Instagram changes algorithm amid claims of anti-Palestinian bias
Facebook-owned Instagram is changing the way its algorithm highlights user content following widespread accusations that the social media giant was purposefully suppressing Palestinian voices.
The company, which has denied ever targeting Palestinian activists, has said the new algorithm no longer differentiates between original content and re-shared posts that users choose for its "stories" feature.
Since the start of the recent protest movement against Israel's forced evictions of Palestinian families in occupied East Jerusalem, pro-Palestinian activists and influencers have complained that Instagram and other social media platforms were censoring content meant to spread awareness for the cause.
Instagram first said the issues that were being reported were due to a "a widespread global technical issue not related to any particular topic", reporting hours later that the problem had been sorted.
"We've now fixed this issue. It impacted many Stories containing re-shared posts created yesterday and early this morning, plus Highlights + Archive more broadly. We're sorry to all impacted, especially those raising awareness for important causes globally," the company said at the time.
In its recent statement, however, Instagram said it was a company policy, not a glitch, that stopped content such as pro-Palestine posts from having a wide social reach.
A spokesperson with Instagram told the BBC that its original content-favouring algorithm had a "bigger impact than expected" on some types of post, but stressed that the outcome was an unintended side-effect of its policy rather than an attempt to censor activists.
"People... believe we were suppressing stories about particular topics or points of view. We want to be really clear - this isn't the case," the spokeswoman said.
"This applied to any post that [was] re-shared in stories, no matter what it's about," she continued, adding that the fix was not solely a reaction to the recent controversy because the company had been working on the problem for some time.
While Instagram tackles issues regarding how far a particular post might be shared, the issue of posts being taken down and accounts being suspended remains.
Middle East Eye reached out to Instagram to ask about such accusations but did not receive a response by the time of this article's publication.
Earlier this month, hundreds of people shared screenshots of their suspended accounts and blank screens after they had shared posts related to the forced evictions of Palestinian families in Sheikh Jarrah.
MEE spoke to several activists at the time, who said Instagram and other platforms, such as Facebook and TikTok, were pushing a systematic effort to pursue and remove Palestinian content, with the aim of silencing the voices of Palestinians.
When Israeli began bombarding the Gaza Strip during an 11-day air strike campaign that followed the upheaval in East Jerusalem, activists alleged that the issue of censorship got even worse.
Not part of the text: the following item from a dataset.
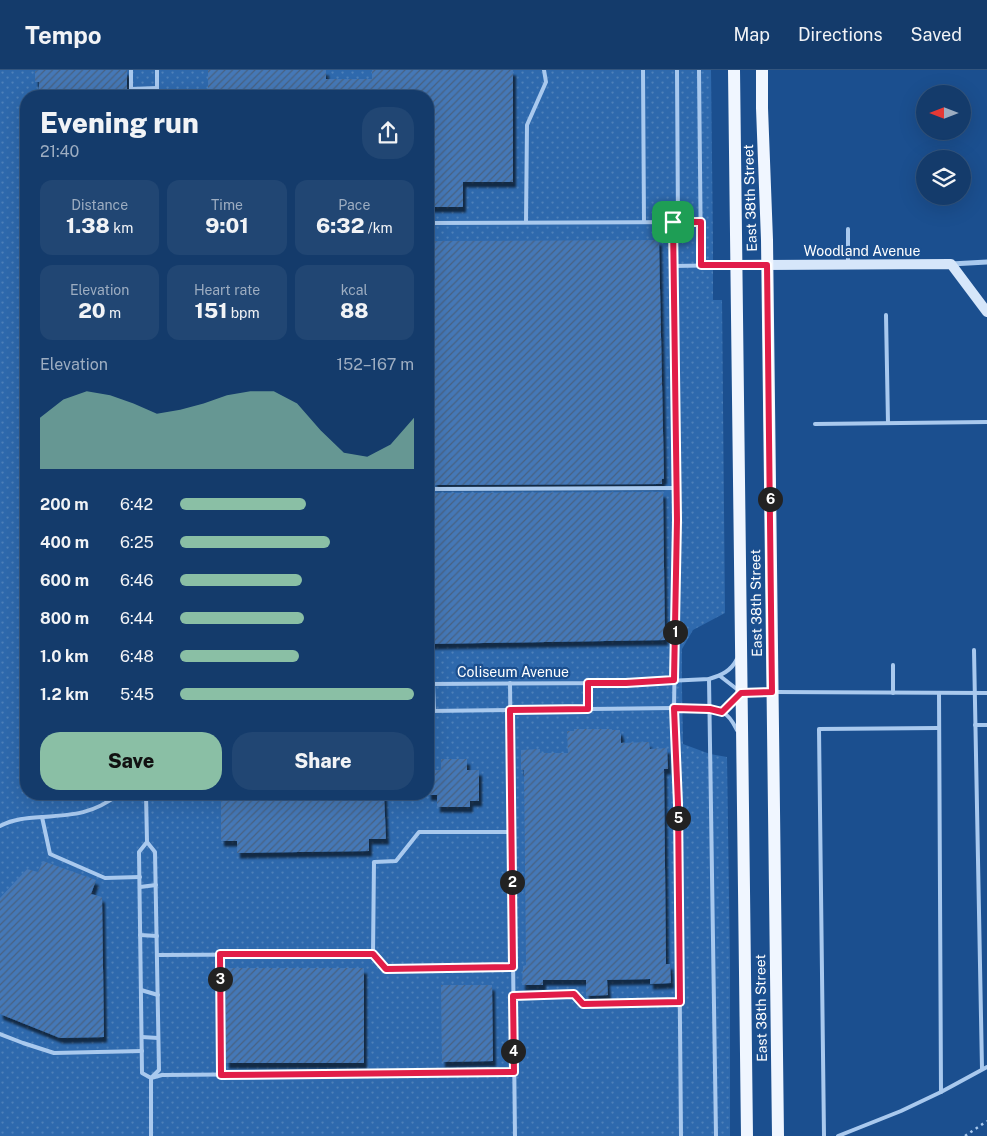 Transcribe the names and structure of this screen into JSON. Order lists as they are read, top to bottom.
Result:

US Representative Rashida Tlaib, the first Palestinian American woman ever elected to Congress, wrote a letter to the social media giants last week asking them "to cease censorship and ensure Palestinian voices are heard".
The congresswoman cited a report released a few weeks ago by 7amleh, a nonprofit that focuses on Palestinians' digital rights, which highlighted more than 500 incidents in which Palestinian political speech had been censored during the recent upheaval that took place in Israel and the occupied Palestinian territories this month.
Tlaib accused the platforms of deleting posts and accounts as well as restricting the outreach of pro-Palestinian content and hiding activists' hashtags.